◆ Task objective
Among the entries below, determine how many lines contain the word "heat" and state only that figure.
__________
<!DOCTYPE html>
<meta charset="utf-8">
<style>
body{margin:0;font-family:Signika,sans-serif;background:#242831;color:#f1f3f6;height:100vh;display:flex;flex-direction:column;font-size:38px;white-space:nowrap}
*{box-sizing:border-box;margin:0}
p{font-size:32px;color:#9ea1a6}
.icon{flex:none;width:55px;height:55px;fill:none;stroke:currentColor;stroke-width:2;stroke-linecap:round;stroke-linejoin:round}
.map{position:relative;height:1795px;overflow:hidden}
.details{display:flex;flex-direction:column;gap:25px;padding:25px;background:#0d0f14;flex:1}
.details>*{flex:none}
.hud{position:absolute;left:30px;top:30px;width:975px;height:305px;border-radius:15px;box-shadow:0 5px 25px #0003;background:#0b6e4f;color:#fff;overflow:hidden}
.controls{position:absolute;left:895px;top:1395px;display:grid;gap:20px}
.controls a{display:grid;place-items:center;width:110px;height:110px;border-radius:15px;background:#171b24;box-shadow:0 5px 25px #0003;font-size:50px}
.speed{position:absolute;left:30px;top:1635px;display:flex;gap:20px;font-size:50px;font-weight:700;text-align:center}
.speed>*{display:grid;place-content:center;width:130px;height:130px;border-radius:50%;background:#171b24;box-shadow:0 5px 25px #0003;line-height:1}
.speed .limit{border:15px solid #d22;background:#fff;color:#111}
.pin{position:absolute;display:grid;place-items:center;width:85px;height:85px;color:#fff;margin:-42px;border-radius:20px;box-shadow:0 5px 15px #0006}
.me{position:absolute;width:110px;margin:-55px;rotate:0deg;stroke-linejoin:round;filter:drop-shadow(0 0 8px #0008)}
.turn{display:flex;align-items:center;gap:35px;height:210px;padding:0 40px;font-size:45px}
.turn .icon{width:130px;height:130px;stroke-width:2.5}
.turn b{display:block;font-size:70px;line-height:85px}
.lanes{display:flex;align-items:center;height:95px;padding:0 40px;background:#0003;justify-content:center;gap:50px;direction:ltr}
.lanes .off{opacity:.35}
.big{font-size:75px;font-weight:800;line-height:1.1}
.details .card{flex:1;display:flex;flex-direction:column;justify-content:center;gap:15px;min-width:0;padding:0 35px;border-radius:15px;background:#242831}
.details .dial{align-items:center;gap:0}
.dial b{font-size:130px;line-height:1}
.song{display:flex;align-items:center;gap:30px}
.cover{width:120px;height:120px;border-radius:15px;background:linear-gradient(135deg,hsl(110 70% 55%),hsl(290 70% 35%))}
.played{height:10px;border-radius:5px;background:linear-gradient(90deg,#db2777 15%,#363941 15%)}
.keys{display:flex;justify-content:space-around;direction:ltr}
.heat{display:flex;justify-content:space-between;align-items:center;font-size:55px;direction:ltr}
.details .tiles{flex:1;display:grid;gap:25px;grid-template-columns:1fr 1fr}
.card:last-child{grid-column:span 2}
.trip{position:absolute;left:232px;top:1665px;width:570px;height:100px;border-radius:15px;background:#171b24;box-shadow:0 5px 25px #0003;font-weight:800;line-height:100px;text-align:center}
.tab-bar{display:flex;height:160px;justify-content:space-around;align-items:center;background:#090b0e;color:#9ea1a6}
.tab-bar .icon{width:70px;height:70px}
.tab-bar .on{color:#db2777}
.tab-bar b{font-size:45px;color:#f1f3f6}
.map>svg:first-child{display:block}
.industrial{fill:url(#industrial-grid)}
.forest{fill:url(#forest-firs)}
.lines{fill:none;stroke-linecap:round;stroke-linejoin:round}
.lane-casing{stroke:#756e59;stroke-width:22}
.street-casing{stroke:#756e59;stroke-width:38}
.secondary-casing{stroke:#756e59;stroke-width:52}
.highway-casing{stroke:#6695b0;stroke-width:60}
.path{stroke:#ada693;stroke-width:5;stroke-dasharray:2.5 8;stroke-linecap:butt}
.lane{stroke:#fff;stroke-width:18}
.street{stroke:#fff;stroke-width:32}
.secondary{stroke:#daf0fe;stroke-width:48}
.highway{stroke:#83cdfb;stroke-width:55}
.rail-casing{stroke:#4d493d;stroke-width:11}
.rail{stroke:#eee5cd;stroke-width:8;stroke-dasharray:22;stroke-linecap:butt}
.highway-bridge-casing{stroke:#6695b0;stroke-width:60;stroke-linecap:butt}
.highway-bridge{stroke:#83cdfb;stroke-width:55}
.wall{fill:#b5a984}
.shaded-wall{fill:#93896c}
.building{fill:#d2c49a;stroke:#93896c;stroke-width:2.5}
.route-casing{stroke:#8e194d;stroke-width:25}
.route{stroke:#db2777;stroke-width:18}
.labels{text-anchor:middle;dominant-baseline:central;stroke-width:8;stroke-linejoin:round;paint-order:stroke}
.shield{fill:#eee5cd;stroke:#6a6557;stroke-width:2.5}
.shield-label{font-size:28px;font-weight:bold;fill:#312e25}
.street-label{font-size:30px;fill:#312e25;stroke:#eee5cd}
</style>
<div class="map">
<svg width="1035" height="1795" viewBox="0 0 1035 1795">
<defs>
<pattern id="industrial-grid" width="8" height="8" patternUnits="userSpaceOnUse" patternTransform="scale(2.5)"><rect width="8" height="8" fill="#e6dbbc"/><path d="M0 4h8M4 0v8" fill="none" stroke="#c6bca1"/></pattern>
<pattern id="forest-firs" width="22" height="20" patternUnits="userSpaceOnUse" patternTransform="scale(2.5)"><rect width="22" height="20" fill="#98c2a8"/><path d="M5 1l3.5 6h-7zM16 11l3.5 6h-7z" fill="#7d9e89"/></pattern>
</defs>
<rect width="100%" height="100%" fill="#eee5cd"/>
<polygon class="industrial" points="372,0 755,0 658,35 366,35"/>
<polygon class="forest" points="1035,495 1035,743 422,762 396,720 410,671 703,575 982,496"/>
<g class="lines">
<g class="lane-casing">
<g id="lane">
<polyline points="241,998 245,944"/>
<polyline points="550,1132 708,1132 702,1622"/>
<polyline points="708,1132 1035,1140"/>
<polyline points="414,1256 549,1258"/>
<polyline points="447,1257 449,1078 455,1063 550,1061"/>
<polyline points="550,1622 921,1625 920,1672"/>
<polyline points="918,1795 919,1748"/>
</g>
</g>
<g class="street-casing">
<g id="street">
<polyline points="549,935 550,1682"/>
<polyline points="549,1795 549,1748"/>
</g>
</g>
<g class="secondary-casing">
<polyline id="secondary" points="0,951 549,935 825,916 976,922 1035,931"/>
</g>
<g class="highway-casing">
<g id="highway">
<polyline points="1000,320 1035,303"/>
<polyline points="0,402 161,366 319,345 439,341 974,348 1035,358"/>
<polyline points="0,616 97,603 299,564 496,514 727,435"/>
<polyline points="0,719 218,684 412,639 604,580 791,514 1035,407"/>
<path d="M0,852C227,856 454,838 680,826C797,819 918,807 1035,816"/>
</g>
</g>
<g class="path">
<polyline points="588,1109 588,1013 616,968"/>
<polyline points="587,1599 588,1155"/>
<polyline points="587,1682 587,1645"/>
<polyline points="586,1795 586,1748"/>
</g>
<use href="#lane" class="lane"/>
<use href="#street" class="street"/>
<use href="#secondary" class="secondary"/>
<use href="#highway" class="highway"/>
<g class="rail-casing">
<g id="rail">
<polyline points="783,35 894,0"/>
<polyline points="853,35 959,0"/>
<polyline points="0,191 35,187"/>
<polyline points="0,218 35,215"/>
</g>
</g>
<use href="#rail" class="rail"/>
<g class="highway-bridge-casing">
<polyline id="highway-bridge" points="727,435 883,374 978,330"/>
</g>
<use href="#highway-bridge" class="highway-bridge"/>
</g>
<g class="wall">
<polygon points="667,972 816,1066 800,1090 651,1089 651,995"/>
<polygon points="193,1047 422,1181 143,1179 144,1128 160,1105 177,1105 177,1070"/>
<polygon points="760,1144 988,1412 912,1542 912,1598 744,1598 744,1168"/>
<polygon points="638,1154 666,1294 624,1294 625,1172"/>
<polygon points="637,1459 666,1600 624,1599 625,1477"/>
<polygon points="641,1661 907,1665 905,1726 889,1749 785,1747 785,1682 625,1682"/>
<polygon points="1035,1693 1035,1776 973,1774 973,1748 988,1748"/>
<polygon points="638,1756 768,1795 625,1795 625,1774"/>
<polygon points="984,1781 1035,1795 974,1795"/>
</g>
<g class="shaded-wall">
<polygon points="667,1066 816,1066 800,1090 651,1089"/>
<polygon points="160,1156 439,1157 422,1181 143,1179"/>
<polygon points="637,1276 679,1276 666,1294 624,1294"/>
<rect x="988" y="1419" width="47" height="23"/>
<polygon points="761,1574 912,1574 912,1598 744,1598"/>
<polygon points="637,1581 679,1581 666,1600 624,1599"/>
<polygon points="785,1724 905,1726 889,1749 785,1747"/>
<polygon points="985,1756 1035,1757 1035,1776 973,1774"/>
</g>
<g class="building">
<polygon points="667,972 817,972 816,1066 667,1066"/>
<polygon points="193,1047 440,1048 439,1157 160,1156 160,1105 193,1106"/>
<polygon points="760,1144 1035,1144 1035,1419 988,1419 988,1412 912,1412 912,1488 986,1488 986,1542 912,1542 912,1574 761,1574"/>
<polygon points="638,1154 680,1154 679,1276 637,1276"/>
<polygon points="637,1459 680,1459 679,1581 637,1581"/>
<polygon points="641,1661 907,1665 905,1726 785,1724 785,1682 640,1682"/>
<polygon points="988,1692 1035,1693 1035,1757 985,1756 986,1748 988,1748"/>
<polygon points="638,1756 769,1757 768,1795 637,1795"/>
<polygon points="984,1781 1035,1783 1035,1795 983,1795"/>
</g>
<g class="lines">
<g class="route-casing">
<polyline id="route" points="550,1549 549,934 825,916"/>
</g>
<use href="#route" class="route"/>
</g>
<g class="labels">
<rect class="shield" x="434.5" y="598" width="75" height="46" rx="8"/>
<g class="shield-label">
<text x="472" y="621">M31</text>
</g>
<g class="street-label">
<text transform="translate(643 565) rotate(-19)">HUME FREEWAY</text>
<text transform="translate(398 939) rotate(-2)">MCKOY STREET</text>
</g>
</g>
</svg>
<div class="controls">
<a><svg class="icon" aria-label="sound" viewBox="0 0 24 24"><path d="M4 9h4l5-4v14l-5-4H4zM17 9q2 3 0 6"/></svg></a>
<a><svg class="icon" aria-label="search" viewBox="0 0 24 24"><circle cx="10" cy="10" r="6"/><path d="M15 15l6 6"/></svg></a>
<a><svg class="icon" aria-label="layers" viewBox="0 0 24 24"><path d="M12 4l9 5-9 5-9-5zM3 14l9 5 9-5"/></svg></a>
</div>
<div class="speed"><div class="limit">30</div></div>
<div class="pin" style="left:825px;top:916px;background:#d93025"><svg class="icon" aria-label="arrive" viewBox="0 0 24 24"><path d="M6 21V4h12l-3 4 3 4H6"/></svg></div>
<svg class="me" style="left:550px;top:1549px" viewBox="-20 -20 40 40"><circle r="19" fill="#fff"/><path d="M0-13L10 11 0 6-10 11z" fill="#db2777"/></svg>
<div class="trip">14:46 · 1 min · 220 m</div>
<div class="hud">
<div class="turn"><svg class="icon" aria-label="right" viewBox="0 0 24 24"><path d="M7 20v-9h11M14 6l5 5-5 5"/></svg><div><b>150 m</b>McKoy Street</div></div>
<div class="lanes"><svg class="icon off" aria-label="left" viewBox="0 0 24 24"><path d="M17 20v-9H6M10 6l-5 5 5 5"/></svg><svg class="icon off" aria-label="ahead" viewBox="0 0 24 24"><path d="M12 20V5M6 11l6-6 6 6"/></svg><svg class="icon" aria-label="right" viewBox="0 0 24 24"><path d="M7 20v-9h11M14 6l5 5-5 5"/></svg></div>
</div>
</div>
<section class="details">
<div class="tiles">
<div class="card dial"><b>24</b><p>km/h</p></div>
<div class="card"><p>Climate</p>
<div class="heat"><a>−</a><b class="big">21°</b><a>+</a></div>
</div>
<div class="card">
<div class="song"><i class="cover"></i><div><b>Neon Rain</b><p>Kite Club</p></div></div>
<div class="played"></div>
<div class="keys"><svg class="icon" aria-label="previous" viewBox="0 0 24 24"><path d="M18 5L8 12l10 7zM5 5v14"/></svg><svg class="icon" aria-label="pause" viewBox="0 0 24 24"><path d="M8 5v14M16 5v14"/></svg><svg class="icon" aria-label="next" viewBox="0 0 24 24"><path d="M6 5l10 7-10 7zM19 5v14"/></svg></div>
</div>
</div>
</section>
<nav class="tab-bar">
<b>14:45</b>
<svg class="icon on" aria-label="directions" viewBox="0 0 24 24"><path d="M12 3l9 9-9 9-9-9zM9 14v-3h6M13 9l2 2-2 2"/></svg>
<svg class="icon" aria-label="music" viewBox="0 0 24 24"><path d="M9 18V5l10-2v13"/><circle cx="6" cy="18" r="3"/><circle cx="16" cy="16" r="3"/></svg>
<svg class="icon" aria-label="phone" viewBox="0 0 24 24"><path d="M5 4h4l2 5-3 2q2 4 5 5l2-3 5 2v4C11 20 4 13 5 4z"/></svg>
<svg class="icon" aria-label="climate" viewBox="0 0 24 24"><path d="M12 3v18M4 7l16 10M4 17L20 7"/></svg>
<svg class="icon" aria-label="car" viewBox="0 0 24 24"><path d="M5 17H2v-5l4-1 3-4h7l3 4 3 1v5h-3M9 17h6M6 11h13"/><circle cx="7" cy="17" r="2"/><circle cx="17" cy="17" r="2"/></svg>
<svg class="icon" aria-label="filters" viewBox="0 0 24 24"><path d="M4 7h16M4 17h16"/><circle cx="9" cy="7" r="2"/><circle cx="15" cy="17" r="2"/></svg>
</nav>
__________
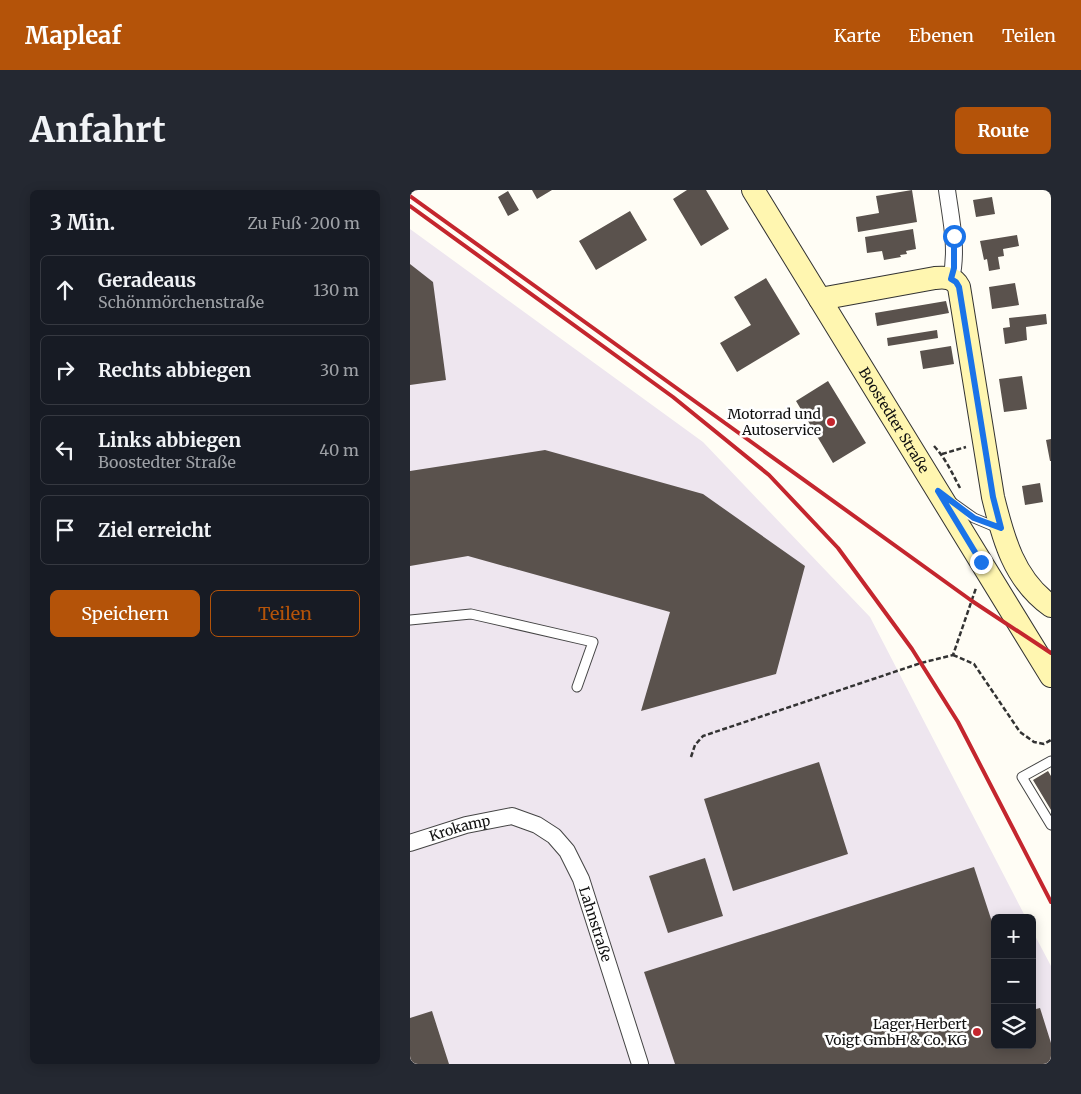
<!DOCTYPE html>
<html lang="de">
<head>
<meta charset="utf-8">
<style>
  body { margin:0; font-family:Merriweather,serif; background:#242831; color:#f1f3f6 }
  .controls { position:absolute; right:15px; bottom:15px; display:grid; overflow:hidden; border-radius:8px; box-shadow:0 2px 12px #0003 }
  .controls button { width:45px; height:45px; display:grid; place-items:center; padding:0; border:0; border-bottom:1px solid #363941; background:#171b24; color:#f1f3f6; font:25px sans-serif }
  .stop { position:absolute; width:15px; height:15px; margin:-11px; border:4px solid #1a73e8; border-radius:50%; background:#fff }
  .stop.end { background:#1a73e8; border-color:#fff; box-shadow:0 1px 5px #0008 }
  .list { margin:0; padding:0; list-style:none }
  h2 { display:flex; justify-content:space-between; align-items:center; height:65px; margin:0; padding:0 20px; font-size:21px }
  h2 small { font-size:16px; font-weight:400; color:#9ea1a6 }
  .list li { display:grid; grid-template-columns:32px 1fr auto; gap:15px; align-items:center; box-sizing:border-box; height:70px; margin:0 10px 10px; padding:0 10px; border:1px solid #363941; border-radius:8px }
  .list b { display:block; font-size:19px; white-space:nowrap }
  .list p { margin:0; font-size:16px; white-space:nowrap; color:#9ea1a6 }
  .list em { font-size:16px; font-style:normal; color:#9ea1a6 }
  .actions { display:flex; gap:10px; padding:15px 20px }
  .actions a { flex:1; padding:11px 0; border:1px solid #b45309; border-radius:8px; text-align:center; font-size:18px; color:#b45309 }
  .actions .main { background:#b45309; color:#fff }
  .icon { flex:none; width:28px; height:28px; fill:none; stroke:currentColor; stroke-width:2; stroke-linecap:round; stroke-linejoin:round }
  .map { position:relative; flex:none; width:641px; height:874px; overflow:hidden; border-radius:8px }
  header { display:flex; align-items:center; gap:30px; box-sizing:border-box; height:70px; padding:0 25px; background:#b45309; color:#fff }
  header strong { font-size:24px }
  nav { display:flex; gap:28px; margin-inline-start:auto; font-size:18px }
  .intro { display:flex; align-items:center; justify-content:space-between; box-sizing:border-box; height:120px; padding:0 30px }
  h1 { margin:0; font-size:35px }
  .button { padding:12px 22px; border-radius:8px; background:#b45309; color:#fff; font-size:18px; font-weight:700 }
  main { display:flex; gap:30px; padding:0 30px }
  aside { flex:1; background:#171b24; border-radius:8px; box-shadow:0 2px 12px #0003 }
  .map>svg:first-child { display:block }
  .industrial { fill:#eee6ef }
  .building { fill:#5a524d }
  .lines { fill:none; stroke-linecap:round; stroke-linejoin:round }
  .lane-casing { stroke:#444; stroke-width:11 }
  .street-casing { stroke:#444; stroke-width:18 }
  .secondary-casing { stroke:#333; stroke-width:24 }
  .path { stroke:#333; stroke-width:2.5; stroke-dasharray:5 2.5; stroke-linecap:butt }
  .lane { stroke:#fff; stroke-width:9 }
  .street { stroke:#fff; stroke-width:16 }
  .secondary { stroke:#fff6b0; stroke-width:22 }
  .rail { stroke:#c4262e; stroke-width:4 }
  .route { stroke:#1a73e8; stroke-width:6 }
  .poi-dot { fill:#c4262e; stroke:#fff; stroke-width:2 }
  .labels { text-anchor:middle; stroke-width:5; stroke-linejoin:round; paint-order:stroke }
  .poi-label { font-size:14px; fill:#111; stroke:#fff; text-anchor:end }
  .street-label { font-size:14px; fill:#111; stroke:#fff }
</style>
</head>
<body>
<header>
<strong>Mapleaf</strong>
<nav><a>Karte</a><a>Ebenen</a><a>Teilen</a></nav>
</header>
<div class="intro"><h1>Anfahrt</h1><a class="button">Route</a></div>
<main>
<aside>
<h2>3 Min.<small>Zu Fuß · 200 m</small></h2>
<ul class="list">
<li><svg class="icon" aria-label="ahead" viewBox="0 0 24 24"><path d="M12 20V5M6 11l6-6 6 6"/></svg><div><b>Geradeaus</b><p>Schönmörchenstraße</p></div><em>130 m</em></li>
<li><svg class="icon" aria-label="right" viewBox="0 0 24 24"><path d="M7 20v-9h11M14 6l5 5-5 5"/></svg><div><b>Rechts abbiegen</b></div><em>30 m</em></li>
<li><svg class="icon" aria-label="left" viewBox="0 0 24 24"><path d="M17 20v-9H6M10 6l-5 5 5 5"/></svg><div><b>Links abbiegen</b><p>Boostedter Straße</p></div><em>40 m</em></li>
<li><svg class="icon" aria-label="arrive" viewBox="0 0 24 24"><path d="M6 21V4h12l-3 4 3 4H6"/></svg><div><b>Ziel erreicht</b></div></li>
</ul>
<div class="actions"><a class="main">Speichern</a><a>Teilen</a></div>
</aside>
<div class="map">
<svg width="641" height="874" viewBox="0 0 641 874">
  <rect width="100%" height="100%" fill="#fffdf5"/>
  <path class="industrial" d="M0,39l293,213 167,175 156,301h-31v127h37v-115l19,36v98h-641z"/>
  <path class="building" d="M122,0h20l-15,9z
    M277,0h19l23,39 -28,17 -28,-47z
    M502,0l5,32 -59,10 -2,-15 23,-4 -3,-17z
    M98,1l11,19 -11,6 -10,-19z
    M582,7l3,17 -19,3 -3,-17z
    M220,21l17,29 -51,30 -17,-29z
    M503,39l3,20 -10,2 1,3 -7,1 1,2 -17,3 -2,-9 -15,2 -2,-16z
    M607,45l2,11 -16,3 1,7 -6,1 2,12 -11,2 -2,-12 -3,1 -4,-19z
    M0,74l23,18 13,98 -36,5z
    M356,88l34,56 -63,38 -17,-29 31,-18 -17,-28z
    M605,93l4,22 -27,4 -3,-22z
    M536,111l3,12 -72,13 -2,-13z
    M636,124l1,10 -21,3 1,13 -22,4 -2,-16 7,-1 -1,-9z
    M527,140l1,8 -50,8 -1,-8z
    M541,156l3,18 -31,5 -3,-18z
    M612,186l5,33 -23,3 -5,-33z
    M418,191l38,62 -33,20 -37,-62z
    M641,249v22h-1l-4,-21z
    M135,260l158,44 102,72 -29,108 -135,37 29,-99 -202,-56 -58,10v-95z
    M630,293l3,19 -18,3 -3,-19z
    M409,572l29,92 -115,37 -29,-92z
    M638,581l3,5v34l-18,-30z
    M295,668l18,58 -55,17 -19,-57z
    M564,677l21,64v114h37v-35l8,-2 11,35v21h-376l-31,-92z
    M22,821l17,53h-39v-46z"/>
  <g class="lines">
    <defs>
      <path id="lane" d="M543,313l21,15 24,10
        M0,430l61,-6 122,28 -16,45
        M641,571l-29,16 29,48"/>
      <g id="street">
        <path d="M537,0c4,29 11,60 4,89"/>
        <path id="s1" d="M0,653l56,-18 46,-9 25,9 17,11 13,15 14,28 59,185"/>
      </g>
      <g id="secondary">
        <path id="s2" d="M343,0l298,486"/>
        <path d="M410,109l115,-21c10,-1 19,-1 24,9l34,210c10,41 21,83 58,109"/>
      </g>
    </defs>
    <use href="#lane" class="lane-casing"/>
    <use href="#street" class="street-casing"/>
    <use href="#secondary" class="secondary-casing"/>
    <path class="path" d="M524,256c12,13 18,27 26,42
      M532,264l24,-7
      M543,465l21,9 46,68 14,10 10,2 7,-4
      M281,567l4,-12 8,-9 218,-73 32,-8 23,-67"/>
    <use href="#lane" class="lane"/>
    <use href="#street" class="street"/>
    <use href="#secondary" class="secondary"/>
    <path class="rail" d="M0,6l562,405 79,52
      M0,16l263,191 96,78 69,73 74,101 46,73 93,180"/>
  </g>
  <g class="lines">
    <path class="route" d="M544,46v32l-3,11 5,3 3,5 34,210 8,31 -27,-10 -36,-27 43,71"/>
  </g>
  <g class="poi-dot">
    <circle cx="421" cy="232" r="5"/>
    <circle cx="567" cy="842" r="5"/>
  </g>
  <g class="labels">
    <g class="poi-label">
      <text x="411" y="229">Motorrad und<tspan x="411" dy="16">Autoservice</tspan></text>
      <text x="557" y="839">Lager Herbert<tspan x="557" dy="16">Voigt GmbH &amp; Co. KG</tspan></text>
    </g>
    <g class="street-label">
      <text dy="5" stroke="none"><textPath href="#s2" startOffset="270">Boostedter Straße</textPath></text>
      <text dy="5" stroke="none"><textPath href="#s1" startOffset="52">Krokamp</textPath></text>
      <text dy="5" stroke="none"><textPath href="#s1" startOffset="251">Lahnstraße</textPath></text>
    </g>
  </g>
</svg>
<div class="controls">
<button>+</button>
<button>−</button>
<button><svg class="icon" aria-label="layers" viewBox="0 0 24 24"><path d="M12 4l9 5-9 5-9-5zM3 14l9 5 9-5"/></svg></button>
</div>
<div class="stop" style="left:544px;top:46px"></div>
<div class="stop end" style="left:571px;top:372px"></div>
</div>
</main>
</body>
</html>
__________
◆ Task solution
2